ヴァレッタ市街(マルタ)

MARCIN CZERNIAWSKIによるPixabayからの画像

※アイキャッチ画像は「MARCIN CZERNIAWSKIによるPixabayからの画像」

City of Valletta ( Malta ) OUV(i)(vi)

1980年世界遺産登録

■聖ヨハネ騎士団、最後の砦

マルタ共和国の首都であるヴァレッタ市街は、突き出た半島のように城壁で囲まれた内部が世界遺産に登録されています。マルタ島は、歴史上軍事面で重要な場所でした。

11世紀以降、イスラムとキリストの対立は激しさを増し、キリスト教徒によるイスラムからの国土奪還(レコンキスタ)のため、十字軍が結成され、中世ヨーロッパでは複数の騎士団が造られてきました。特にテンプル騎士団、ドイツ騎士団と共に、聖ヨハネ騎士団は中世ヨーロッパの三大騎士修道会の1つに数えられます。

聖ヨハネ騎士団は地中海沿岸を主な活動の場としていたようですが、12世紀にエルサレムが陥落してからは退路とともに拠点を移し、キプロス島⇒ロドス島⇒そしてマルタ島と移り、その度にロドス騎士団、マルタ騎士団とも呼称されるようになっていきます。
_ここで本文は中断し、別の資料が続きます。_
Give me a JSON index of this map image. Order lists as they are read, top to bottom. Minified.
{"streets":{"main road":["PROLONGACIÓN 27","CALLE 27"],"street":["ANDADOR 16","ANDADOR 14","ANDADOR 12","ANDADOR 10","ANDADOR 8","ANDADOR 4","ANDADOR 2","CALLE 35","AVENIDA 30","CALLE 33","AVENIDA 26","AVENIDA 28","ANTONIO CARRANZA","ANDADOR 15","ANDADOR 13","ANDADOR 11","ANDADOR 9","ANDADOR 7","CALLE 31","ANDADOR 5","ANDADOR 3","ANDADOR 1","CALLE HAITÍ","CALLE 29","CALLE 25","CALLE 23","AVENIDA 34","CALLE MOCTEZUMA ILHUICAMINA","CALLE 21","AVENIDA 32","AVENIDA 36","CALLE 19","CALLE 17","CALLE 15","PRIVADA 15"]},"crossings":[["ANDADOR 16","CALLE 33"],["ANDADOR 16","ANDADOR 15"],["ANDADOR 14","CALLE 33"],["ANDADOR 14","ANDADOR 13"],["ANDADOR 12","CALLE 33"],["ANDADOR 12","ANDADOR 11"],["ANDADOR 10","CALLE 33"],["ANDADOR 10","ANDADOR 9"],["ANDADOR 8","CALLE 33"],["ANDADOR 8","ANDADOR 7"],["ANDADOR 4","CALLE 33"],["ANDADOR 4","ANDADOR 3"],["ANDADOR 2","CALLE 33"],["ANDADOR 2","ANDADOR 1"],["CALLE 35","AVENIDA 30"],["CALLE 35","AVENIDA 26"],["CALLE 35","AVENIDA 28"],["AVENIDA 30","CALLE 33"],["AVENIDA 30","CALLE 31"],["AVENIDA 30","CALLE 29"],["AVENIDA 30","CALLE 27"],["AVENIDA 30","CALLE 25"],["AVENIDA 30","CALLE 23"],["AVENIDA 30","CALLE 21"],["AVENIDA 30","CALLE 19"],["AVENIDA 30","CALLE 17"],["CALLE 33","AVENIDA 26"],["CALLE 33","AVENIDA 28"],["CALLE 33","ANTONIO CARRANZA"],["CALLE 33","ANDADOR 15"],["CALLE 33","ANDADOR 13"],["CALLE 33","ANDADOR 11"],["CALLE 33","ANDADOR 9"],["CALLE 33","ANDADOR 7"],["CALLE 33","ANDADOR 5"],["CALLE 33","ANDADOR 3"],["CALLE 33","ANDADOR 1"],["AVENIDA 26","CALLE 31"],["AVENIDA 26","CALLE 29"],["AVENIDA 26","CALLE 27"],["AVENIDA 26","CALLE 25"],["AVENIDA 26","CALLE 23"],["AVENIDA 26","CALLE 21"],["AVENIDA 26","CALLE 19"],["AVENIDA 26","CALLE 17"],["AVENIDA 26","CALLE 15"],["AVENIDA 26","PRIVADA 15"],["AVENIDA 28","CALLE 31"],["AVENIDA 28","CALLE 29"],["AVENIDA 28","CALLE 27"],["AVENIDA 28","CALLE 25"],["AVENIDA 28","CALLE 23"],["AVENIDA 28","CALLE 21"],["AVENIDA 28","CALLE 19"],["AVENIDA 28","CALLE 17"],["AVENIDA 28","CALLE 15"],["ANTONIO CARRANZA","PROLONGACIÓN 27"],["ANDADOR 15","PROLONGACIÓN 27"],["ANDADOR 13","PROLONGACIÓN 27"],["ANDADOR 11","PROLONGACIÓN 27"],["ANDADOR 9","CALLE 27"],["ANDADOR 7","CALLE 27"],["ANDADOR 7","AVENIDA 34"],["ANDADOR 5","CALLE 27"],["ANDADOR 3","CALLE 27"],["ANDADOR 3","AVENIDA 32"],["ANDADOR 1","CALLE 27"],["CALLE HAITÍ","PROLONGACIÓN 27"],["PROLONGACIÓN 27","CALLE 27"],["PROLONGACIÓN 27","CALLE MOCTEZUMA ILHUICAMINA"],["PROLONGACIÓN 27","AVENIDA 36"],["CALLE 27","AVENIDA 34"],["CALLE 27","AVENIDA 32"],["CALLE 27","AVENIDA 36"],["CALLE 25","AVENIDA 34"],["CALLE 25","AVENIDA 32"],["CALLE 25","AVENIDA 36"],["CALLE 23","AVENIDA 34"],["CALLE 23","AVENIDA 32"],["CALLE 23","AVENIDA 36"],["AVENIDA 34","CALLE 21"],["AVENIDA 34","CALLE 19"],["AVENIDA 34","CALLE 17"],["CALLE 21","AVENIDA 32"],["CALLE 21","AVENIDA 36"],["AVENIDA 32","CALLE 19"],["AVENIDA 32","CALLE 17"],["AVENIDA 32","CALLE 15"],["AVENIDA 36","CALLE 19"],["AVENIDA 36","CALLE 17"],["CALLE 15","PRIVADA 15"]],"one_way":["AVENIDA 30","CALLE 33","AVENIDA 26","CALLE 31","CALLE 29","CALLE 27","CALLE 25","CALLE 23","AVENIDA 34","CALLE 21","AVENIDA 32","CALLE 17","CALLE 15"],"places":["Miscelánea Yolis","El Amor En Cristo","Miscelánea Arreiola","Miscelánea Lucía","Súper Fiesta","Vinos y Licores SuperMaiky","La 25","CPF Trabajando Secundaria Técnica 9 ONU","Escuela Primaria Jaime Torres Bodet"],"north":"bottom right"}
ここマルタでは15世紀にオスマン朝の攻撃を受けるものの撃退に成功し、その栄誉をたたえられた騎士団長の名前から「ヴァレッタ」と町が命名されたそうです。その後は時代と共に騎士団の重要性は薄れていき、18世紀にはナポレオンによる支配を受け、実質聖ヨハネ騎士団の最後の砦となります。

■マルタの石灰岩で造られた街

photosforyouによるPixabayからの画像 ハチミツ色の街

聖ヨハネ騎士団による防衛のため、ヴァレッタの半島部分は50mの堀で本島と分断され、完全に孤立化した要塞となっています。

当然小さな街に川もなく、水は地下に貯水槽をつくり、家の屋根には雨水を溜めるような工夫をしています。

こうした街の壁や大地はマルタ島の石灰岩を建材にしており、それがハチミツ色をしていることから、イギリスの世界遺産「バース旧市街」のように街全体が美しい景観を保存しています。

<聖ヨハネ大聖堂>

Waldo MiguezによるPixabayからの画像

1577年、騎士団が聖ヨハネを称えるために建てた大聖堂で、写真のように騎士の出身地の言語別に8つのグループそれぞれの礼拝堂があり、正面に主祭壇が見えます。また、会堂の床は騎士たちの墓があり、まさに騎士団のために築かれた聖堂です。

その他、「騎士団長の宮殿」や騎士団宿舎、大学など当時の面影を伝える建造物が多く残されています。